Well, he did have his birds. When Walt bought the townhouse after his divorce, the first thing he did was build what he called his “bird garden” in the little twenty-by-thirty-foot walled-in patio area that backed up to the alley. “If you build it, they will come,” he liked to say. He cleaned out the junk, dug the whole place up, trucked in yards of topsoil, laid the bricks, planted the bird-attracting flowers and vines and berry bushes, installed the water fountain and bird-bath pool, and hung the feeders. When he wasn’t on the road, he liked to sit quietly among his birds, photographing them and admiring them and writing about them on his laptop computer.
When it came to birds, Walt Duffy was a democrat. He liked the English sparrows and blue jays that came to his Beacon Hill backyard as much as the rare and exotic species he’d tracked down in Belize and Madagascar and Hudson Bay before his accident.
Now a robin was splashing in the pool and a downy woodpecker was jackhammering the suet. Three goldfinches pecked thistle seed from the feeder. The hummingbirds continued to buzz among the hollyhocks, and squadrons of chickadees and titmice were swiping sunflower seeds.

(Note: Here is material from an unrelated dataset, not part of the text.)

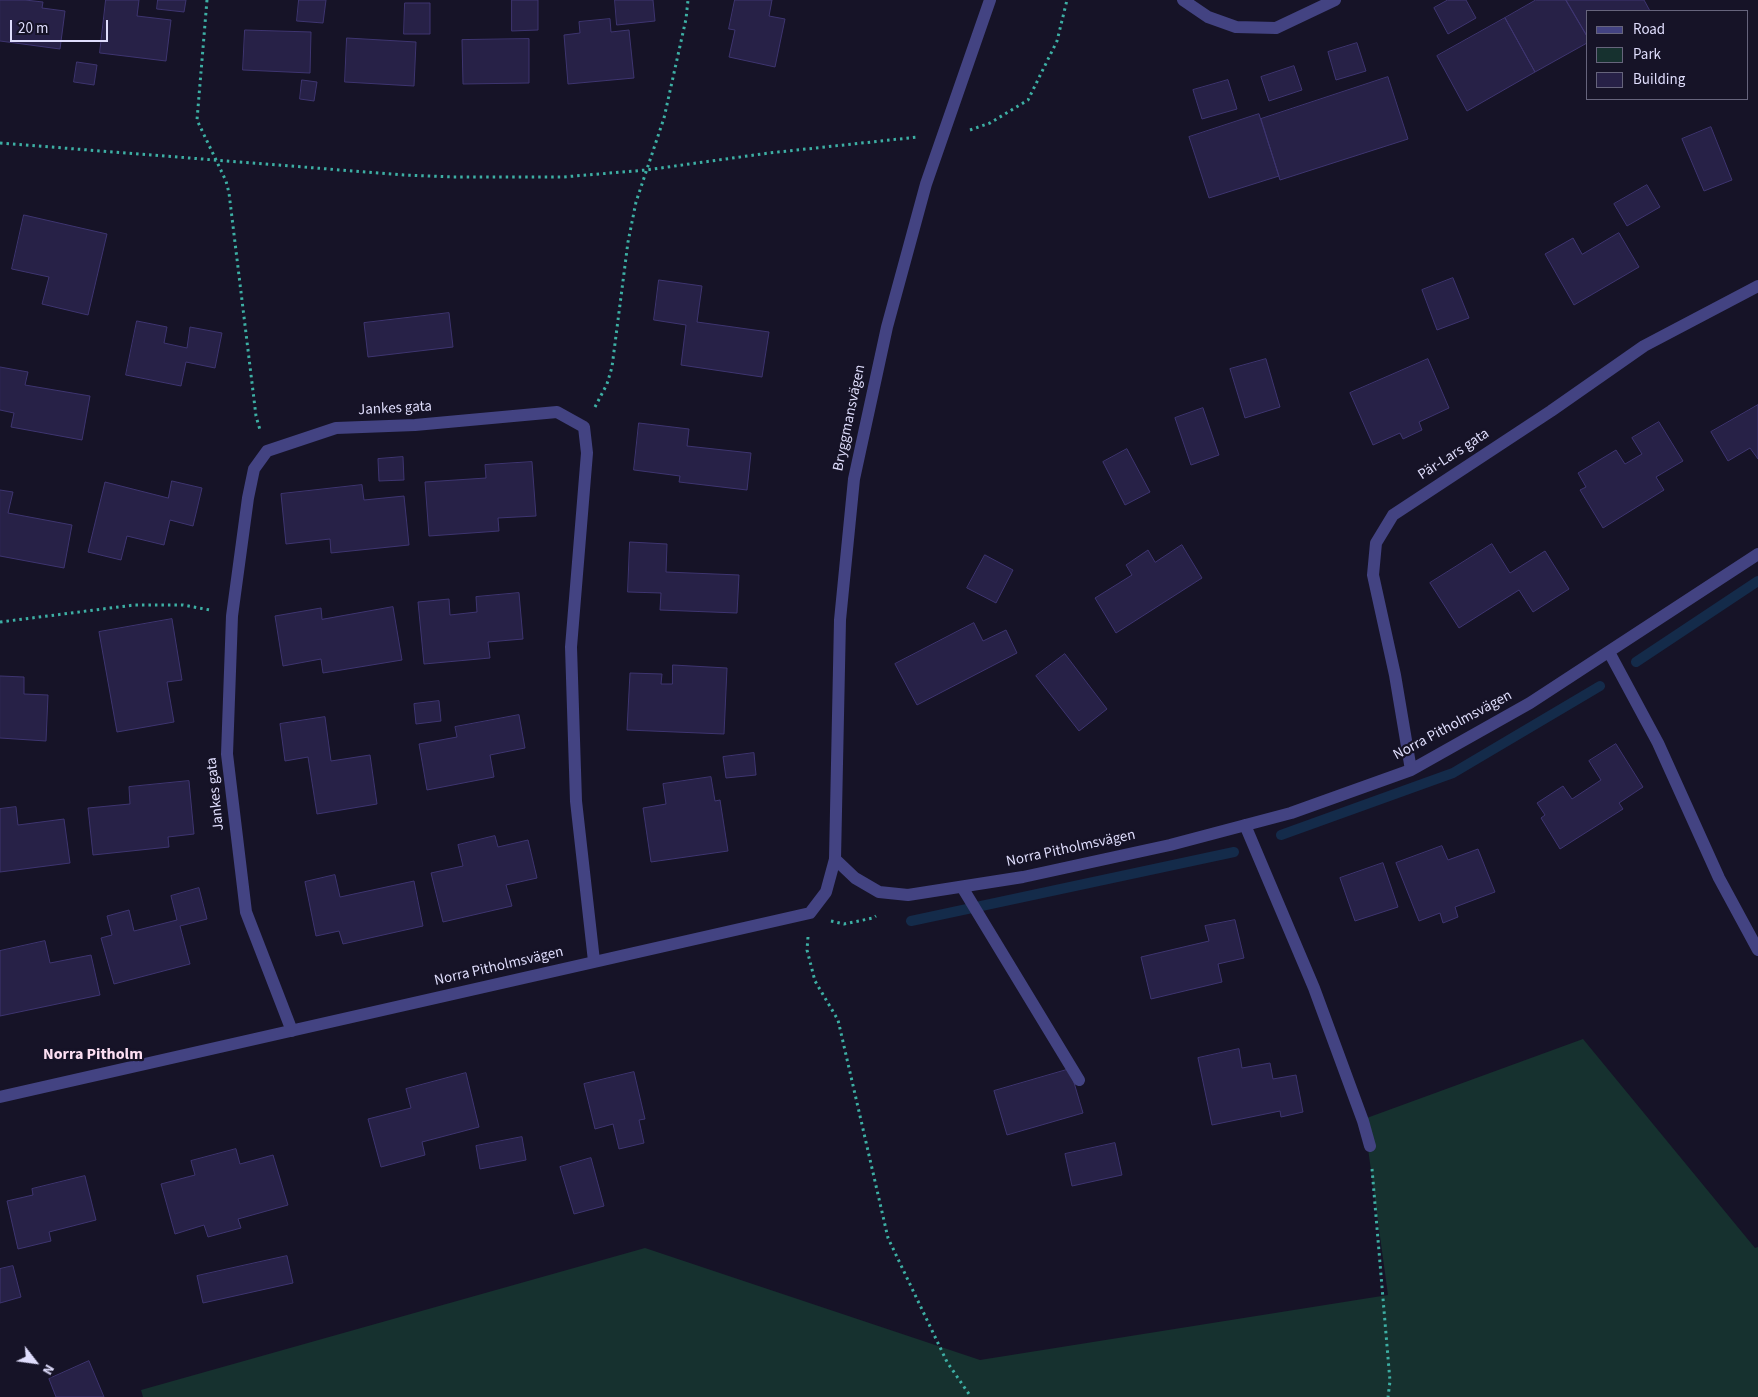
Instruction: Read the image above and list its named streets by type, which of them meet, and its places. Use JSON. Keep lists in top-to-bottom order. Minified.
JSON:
{"streets":{"street":["Jankes gata","Bryggmansvägen","Pär-Lars gata","Norra Pitholmsvägen"]},"crossings":[["Jankes gata","Norra Pitholmsvägen"],["Bryggmansvägen","Norra Pitholmsvägen"],["Pär-Lars gata","Norra Pitholmsvägen"]],"districts":["Norra Pitholm"],"legend":["Road","Park","Building"],"scale_bar":"20 m","north":"bottom right"}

Walt drained his gin-and-tonic, put his glass on the table, then lay back on his chaise and closed his eyes. He was, I happened to know, forty-eight years old, just a few years older than me. He had once been a tall sinewy man with a ruddy sun-creased face, a quick smile, and boundless energy and enthusiasm. But in the year or so since his accident, his hair had grown thin and gray, his belly had thickened, and the skin on his face and neck had begun to sag.
Suddenly, the door in the back wall to the alley pushed
open. All the birds whirred away, and Henry, the pudgy spaniel, came bounding into the patio. He headed straight for Walt and leaped onto his chest.